NO FRIEND LIKE HIM

Bill McFarland

October 29, 2006

 

I notice in my study that there are only a few passages in the New Testament that actually speak of Jesus as a friend.  This is a thought-provoking thing to me.  I noticed that in Matthew 11:19, other people spoke of Jesus as a friend, but they did so in a derogatory way.  They didn’t mean it as a compliment to him.  They said that he was a friend of tax collectors and sinners, and that, to them, was an ugly thing.  In John 15:15, the Lord spoke of his disciples as his friends.  He said that he had called them friends and not slaves.  And in Luke 12:4 Jesus spoke to his disciples as friends.  He began, “I tell you friends,” and then he talked about the fact that they should not be concerned about one who could destroy the body but have nothing to do to them afterward.  In all three of those cases the Lord’s friendship is a factor in the discussion.

But here is what gets my attention and strikes me as instructive.  When you think of how few passages there are that use this term, aren’t you impressed by how many songs that are so much loved speak of him as our friend?  All of the ones we have sung this morning have used this idea in one way or another.  I notice phrases in other songs like “The precious friend who died for me,” or “There is a friend who walks with me,” or “Finding in three a friend indeed,” or in that song that we have just sung, “No friend like him.”

What is it about this particular picture of Jesus which means so much to us?  How is that Jesus exercises friendship toward mankind?  How do we go about returning that friendship?  The short answer would be to take all of the points we learned from Proverbs earlier today and just to say “do that,” but maybe the more helpful New Testament answer to this would be to look at what Jesus said himself about his friendship with people.

 

He Seeks Our Company

The first reason that there is no friend like him is that Jesus comes seeking our company.  He seeks our friendship.  It would be one thing if there were a great person who would allow us to approach him, and then would condescend to being acquainted with us.  But it is a far different thing when someone who would be able to say “all authority in heaven and earth is mine” comes actually trying to establish a relationship of friendship with us - when he wants us to be his people!  In John 15, that last night before the Lord was crucified, he said to his disciples in verse 16, “You did not choose me, but I chose you.”  In other words, he came seeking their friendship.  There are at least three ways in the New Testament that this theme is used as a comforting and challenging thought about the Christ and his work. 

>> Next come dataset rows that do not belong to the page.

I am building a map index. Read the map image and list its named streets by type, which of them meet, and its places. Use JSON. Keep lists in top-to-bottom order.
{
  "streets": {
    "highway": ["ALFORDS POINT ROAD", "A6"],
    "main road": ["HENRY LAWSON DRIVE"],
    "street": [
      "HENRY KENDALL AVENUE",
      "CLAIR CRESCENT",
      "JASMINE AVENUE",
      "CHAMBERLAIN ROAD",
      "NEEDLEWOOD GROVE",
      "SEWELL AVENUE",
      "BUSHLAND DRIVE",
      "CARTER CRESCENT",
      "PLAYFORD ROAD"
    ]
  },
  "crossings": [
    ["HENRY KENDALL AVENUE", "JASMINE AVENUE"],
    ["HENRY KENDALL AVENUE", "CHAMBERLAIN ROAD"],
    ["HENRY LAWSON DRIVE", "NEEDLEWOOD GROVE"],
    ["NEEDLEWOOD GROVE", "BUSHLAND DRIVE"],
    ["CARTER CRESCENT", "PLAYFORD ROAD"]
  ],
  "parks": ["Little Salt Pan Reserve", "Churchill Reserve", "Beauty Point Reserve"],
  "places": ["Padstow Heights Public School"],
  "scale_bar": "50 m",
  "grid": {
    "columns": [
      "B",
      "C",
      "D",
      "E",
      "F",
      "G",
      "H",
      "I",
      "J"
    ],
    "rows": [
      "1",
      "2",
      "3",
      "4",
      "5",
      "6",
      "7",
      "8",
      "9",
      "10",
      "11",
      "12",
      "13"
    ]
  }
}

The first is that he would have been willing to come in the flesh to make God known to us.  His friendship is such that he was willing to empty himself of his glory to take the form of a servant to be made like us (Phil. 2:6-7).  I read of a little girl who one night found her house in the midst of a terrible, loud and violent thunderstorm.  She, of course, was scared.  It was dark and all she could hear was the thunder and the wind and the rain.  All she could see was the flash of lightening.  So she got up and went to the bedside of her parents, and she said, “Daddy, I’m afraid.  I want to sleep with you and mama.”  Lovingly and gently the dad suggested that she get back in her bed and cuddle up with her dolls and animals and blankets, and that the storm would be over before very long.  She quickly answered, “No daddy, I need somebody with skin on to keep me from being afraid!”  That is the need that Jesus Christ has answered for us.  The word became flesh and dwelt among us (Jn. 1:14).  None of us had seen the Father’s glory, but the only begotten of the Father has declared him.  We have been able to behold it in the flesh in the Christ (Jn. 1:18). 

Not only that, but while Jesus was here, he went to seek out and to establish friendship with the people everybody else had forgotten.  Remember in the Psalm in the Old Testament when the man said, “No man cares for my soul” (Ps. 142:4).  Nobody cares!  There were people like that when Jesus was here.  He went to them.  In Luke 5 we find him being criticized because he went in and ate with tax collectors and sinners (v. 30).  In Luke 7 the murmuring is that he has let a woman who was a sinner touch him, and no prophet would have done that (v. 39).  In Luke 19 when he went to Zacchaeus’ house, he was criticized then for going to the house of a sinner (v. 7).  In Luke 15, the charge was that he received people like this (v. 2).  In each one of those cases, it was a way of the Lord saying that he was able to care enough, to associate with, to understand, to accept people who would return his friendship.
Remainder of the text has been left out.